Tone has released albums on Kora Records, Neurot, Dischord, and Independent Project Records.

== Band History ==
=== 1991-1995: Formation, early years, and Build ===
Norm Veenstra and Gregg Hudson worked together at the 9:30 Club in Washington, DC, where Veenstra was the General Manager and Hudson, who would later become the Office Manager, made the infamous F Street pizza for the bands when he wasn't working security or bar-backing. Hudson was drumming for THUD when he and Veenstra decided to start a band together based on shared influences and interests.

While Tone's first shows were often described as relentlessly raw, by the time of their first recording sessions in 1993 and 1994 they had evolved into a more precise, if not polished, approach. The group's first CD, Build, was a mini-album of six songs and was recorded by Frank Marchand and Rob Christiansen (of Eggs).

===1996-2000: Sustain and Structure===
From there, Tone began to add more variety to their tonal palette and their song structures. The band recorded two albums with Robert Poss from Band of Susans: 1996's Sustain and 2000's Structure. Still entranced with the hypnotic possibilities of drone and repetition, Tone added an unexpected emotional depth to their growing rhythmic sophistication. Phil Krauth was the drummer for Sustain; Hudson had temporarily moved to L.A. to write music with Distorted Pony's David Uskovich.

In recording Structure in 1998 and 1999, Tone expanded its ranks to fourteen pieces, adding cello, tuba, trumpet, French horn, and trombone. The additional tonal textures helped bring a richer orchestral vibe to the mix while allowing for a more concentrated focus on arrangement.

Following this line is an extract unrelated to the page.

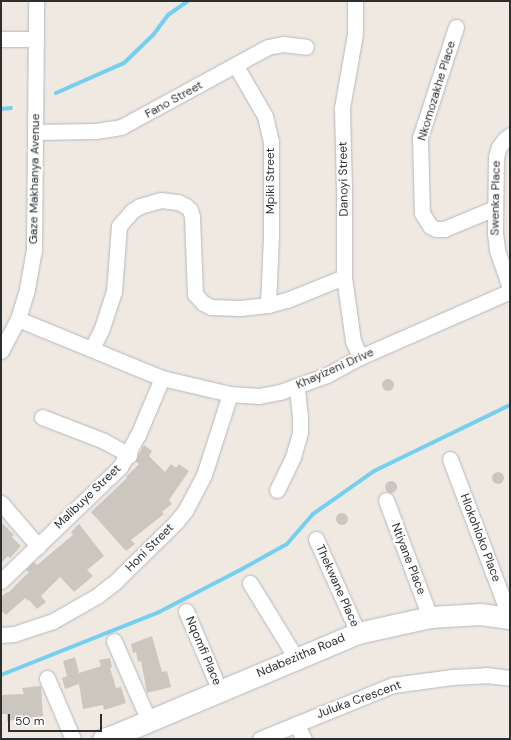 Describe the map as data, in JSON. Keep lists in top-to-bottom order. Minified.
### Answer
{"streets":{"street":["Nkomozakhe Place","Fano Street","Gaze Makhanya Avenue","Danoyi Street","Mpiki Street","Swenka Place","Khayizeni Drive","Malibuye Street","Hlokohloko Place","Honi Street","Ntiyane Place","Thekwane Place","Nqomfi Place","Ndabezitha Road","Juluka Crescent"]},"crossings":[["Nkomozakhe Place","Swenka Place"],["Fano Street","Gaze Makhanya Avenue"],["Fano Street","Mpiki Street"],["Gaze Makhanya Avenue","Khayizeni Drive"],["Danoyi Street","Khayizeni Drive"],["Khayizeni Drive","Malibuye Street"],["Khayizeni Drive","Honi Street"],["Hlokohloko Place","Ndabezitha Road"],["Ntiyane Place","Ndabezitha Road"],["Thekwane Place","Ndabezitha Road"],["Nqomfi Place","Ndabezitha Road"]],"scale_bar":"50 m"} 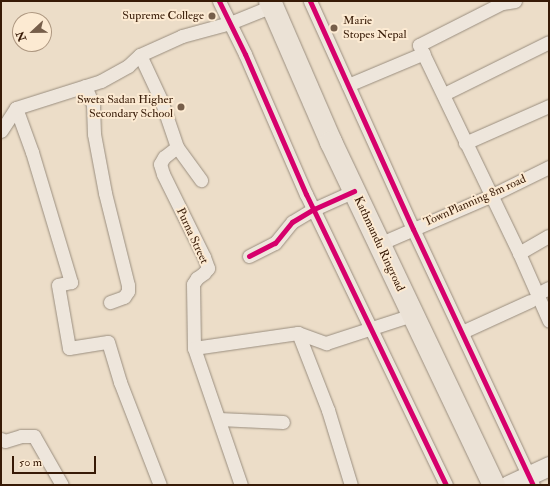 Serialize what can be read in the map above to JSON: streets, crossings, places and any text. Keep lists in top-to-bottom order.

The result was described as "combining the attack of punk with progressive tendencies".

===2001-2009: Ambient Metals, Solidarity, and other collaborations, and Priorities===
Tone released a 7" Alhambra in 2002, marking the band's first appearance on vinyl. The recording was an outtake of material recorded with Poss, mixed together with Don Zientara from several recordings.

Tone also worked with J. Robbins (of Jawbox and Burning Airlines, as well as producer of Jets to Brazil and the Dismemberment Plan) to record its third album Ambient Metals, released in 2003 on Dischord Records. This was the first of Tone's albums to feature a second drummer, Andy Myers. The Chicago Tribune writes of Ambient Metals: "Tone emphasizes widescreen melodies and ringing timbres, striking unison chords that radiate clouds of overtones over surging martial rhythms." Andrew Beaujon of the Washington Post writes of Ambient Metals, "the instrumental ensemble Tone has an uncanny ability to summon the wide-open spaces of the American Southwest. That can be credited partly to leader Norm Veenstra's love of '80s sonic boomers such as Savage Republic and Nice Strong Arm, but it's his other great influence, the guitar orchestras of New York avant-garde composers Rhys Chatham and Glenn Branca, that gives Tone the muscle to suggest not just the desert's beauty, but its menace as well."

Solidarity was recorded by Robbins at Phase in College Park, MD, and mixed by Robbins at Inner Ear in 2004. Ignacio Coluccio of Maelstrom magazine writes of Solidarity: "The songs usually contain a wall of sound, but, oddly, a pleasing one (a little bit like Godspeed! You Black Emperor). A big part of Solidaritys compositional aspect is the build-up, almost all the songs have it and it's a definite plus, so it wouldn't be so crazy to call Tone a post-rock act. But no. A good way to summarize Solidarity would be 'ambient music'."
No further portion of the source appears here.